Problem requirements — Needed from the data below: all lines that contain the word "compass".

* * * *

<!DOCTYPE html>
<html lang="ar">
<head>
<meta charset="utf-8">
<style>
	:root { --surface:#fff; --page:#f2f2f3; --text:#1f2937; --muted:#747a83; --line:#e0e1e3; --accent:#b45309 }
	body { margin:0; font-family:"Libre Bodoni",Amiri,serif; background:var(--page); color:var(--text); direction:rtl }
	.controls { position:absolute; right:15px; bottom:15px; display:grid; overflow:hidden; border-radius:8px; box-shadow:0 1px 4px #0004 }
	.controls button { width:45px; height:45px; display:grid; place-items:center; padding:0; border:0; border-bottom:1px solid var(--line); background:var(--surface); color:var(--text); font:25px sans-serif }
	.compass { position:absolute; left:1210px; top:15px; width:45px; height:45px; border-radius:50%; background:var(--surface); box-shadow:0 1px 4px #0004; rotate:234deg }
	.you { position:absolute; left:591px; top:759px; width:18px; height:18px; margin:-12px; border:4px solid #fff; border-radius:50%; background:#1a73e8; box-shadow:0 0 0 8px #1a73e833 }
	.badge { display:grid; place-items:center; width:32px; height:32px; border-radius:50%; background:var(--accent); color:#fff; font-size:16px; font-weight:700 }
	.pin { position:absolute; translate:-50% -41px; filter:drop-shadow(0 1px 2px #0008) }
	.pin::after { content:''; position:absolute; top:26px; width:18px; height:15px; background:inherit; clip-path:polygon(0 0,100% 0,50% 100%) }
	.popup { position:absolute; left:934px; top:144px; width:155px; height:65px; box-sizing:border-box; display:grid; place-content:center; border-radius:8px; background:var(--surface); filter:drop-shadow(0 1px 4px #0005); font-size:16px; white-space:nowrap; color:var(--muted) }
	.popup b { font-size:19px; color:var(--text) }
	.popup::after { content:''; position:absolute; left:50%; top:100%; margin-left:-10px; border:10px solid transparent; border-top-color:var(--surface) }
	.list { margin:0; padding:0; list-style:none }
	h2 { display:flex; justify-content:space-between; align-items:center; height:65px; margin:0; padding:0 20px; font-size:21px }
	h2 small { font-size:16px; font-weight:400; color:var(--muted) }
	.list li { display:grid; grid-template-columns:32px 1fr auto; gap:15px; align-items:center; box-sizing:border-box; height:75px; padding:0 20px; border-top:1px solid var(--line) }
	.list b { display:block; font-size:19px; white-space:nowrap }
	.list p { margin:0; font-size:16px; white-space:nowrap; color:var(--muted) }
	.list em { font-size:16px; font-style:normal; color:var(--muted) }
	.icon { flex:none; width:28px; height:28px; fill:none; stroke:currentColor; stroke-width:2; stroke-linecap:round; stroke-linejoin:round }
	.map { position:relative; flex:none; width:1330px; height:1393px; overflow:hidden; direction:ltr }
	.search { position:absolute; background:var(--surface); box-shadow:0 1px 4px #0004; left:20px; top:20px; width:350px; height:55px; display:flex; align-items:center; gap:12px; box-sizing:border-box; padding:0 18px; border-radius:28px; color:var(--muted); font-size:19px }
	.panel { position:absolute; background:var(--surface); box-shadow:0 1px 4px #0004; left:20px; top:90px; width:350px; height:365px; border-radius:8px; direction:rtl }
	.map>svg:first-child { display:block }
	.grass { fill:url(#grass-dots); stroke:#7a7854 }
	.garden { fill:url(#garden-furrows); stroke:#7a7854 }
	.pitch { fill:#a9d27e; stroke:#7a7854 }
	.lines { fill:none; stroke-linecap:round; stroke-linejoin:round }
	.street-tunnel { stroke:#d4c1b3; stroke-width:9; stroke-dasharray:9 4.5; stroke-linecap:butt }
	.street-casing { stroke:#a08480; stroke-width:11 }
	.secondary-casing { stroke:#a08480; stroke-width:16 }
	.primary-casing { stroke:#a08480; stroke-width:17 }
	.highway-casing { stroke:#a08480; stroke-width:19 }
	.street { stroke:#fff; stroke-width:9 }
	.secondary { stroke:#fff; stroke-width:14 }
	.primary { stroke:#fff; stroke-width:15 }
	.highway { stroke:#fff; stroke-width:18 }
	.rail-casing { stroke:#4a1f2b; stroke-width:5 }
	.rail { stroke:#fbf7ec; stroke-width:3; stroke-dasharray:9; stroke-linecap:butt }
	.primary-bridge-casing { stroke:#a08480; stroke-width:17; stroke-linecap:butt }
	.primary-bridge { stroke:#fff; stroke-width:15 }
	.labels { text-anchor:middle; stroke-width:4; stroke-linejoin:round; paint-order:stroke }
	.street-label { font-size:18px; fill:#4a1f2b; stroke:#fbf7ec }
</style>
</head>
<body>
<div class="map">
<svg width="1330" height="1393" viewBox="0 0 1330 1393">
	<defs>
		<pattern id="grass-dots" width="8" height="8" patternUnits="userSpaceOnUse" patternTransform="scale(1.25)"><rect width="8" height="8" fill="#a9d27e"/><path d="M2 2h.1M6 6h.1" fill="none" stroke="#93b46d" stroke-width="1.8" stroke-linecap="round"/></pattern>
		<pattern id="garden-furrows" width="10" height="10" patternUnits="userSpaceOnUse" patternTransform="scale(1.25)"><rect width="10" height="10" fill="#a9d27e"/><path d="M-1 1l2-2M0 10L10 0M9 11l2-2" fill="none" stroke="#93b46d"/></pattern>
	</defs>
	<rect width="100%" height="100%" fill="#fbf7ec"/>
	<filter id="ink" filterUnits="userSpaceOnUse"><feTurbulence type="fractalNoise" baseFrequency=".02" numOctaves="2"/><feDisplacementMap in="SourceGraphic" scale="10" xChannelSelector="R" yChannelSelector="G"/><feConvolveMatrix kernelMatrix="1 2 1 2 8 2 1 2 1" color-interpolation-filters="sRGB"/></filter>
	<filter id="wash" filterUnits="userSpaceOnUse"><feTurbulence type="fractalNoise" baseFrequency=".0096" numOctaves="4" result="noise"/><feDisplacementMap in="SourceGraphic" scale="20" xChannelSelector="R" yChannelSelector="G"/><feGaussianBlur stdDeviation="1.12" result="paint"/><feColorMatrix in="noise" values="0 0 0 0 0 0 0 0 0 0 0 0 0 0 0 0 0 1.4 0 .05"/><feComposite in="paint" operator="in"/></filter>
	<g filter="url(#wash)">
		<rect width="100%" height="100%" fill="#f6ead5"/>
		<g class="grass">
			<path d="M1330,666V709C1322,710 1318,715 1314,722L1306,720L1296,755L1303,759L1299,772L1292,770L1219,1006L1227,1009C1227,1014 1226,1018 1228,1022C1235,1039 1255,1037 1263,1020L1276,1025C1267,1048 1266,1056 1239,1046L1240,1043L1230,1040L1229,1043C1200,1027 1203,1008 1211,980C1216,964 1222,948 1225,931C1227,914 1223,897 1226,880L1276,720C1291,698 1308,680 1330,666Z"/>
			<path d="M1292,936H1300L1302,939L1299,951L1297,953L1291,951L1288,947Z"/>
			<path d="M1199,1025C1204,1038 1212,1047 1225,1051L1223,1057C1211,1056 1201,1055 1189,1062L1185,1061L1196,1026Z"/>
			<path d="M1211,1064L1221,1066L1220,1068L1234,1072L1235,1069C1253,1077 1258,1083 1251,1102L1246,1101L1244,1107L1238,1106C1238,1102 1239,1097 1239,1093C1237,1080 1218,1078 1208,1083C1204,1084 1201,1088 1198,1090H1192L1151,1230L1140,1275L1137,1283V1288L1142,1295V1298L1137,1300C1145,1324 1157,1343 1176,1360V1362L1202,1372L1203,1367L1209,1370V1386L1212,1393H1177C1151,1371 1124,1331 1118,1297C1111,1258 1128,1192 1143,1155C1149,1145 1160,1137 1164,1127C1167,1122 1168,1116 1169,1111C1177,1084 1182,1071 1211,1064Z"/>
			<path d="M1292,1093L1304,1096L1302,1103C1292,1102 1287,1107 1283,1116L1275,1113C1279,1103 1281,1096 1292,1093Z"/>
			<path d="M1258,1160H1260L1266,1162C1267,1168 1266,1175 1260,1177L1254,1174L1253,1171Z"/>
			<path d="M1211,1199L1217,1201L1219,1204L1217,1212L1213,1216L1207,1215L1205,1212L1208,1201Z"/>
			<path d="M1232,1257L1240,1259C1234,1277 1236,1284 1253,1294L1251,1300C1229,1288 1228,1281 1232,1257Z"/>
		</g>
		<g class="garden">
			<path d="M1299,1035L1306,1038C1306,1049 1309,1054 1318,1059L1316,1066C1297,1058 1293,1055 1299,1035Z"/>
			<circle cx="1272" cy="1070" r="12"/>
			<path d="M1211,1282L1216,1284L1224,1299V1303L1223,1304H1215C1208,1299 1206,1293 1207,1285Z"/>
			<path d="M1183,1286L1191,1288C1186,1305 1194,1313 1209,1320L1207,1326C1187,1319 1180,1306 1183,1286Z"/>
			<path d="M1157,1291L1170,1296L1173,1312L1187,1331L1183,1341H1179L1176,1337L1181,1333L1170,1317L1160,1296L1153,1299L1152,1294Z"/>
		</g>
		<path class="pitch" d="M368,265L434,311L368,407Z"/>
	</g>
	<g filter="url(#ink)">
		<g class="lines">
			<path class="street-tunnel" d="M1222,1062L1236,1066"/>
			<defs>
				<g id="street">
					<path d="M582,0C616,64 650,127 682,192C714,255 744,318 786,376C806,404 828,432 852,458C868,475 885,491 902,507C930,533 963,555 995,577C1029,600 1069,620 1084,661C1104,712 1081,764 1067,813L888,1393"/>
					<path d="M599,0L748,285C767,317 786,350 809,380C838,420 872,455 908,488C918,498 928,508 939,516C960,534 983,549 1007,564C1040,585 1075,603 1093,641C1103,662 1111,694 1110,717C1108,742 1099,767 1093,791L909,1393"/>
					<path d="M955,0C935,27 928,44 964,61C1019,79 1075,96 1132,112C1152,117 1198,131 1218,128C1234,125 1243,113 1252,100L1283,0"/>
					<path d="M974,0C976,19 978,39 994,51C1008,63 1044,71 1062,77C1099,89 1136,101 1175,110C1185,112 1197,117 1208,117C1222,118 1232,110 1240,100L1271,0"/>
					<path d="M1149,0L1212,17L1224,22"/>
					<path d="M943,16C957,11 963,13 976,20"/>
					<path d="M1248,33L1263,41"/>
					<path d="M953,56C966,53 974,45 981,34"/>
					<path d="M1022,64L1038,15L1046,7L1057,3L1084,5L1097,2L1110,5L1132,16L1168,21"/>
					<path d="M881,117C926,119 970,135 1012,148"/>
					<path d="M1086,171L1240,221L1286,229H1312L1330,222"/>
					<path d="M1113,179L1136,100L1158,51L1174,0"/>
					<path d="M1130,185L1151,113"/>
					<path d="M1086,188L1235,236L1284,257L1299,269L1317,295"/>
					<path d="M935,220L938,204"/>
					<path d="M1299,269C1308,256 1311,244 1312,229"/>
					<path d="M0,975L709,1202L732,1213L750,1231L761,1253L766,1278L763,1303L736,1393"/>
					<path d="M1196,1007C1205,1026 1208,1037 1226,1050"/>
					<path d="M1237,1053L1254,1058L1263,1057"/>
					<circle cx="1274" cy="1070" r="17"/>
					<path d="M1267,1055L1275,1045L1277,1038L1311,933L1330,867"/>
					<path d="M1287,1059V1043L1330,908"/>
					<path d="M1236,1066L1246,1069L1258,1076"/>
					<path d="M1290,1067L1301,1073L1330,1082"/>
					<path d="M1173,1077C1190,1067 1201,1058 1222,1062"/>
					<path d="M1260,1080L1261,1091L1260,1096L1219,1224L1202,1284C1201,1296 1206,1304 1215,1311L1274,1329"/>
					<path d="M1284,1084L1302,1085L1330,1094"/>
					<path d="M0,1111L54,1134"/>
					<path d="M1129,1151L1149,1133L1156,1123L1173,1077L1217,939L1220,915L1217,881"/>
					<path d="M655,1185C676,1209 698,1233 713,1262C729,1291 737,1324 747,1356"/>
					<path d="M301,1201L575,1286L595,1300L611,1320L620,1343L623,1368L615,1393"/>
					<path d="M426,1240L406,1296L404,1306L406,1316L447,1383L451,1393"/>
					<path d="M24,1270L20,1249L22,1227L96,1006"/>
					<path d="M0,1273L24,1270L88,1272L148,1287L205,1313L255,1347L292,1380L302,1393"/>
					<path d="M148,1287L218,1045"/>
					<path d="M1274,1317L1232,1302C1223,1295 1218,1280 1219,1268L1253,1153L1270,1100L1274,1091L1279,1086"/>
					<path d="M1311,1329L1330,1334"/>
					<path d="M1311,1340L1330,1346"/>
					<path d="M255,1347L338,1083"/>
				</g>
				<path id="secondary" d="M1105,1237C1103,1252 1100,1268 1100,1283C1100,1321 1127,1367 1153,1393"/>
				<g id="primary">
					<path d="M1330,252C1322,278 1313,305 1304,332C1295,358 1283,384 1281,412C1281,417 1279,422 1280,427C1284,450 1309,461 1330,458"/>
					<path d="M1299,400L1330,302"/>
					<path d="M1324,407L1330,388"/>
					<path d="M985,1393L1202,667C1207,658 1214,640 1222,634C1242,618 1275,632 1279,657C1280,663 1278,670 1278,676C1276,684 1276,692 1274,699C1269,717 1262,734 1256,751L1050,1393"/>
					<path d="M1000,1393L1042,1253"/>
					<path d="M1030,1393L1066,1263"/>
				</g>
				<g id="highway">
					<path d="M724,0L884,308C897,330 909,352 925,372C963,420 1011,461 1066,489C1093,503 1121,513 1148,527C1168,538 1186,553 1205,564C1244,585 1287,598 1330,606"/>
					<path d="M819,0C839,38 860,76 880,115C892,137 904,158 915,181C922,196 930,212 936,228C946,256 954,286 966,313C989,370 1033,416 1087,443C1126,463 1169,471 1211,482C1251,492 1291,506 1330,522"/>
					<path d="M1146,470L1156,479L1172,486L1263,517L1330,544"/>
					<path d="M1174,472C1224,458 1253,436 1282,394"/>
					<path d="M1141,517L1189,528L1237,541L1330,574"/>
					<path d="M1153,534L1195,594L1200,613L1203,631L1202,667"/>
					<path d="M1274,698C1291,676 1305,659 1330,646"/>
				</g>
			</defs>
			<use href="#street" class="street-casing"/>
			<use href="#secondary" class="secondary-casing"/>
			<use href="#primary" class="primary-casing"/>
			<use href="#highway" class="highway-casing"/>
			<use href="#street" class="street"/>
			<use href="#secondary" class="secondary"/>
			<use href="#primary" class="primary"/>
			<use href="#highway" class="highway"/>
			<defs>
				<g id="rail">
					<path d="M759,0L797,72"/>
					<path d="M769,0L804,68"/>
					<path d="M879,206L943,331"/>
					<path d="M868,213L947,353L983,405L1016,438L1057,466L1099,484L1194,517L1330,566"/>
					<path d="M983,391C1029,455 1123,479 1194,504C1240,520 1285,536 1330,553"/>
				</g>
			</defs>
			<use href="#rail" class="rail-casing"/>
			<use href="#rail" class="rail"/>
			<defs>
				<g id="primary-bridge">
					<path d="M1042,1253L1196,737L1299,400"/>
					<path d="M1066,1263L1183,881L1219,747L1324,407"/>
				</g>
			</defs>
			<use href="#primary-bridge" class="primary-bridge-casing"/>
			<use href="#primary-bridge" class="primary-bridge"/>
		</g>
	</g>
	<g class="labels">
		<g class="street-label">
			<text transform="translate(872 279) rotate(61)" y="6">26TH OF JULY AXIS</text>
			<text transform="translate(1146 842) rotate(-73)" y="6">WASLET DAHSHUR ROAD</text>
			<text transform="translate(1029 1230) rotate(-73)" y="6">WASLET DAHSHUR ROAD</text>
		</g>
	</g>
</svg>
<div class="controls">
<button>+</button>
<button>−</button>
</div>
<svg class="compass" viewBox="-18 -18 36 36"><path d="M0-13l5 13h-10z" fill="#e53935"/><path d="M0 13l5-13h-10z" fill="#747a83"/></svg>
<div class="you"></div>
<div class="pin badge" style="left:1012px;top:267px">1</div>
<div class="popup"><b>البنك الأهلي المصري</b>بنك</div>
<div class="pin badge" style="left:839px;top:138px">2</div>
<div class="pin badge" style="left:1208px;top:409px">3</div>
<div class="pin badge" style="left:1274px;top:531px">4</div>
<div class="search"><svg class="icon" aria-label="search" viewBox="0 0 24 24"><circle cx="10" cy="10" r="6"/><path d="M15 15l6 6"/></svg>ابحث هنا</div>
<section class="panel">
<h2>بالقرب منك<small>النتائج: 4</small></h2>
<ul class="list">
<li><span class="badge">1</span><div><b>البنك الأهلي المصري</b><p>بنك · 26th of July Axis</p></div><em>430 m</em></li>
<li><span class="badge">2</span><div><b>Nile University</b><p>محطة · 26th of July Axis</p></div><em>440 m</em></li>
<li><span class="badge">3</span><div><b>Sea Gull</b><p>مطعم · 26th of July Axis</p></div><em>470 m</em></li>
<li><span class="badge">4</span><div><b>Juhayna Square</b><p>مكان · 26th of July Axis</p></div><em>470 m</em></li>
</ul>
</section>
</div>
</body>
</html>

* * * *

Final answer —
	.compass { position:absolute; left:1210px; top:15px; width:45px; height:45px; border-radius:50%; background:var(--surface); box-shadow:0 1px 4px #0004; rotate:234deg }
<svg class="compass" viewBox="-18 -18 36 36"><path d="M0-13l5 13h-10z" fill="#e53935"/><path d="M0 13l5-13h-10z" fill="#747a83"/></svg>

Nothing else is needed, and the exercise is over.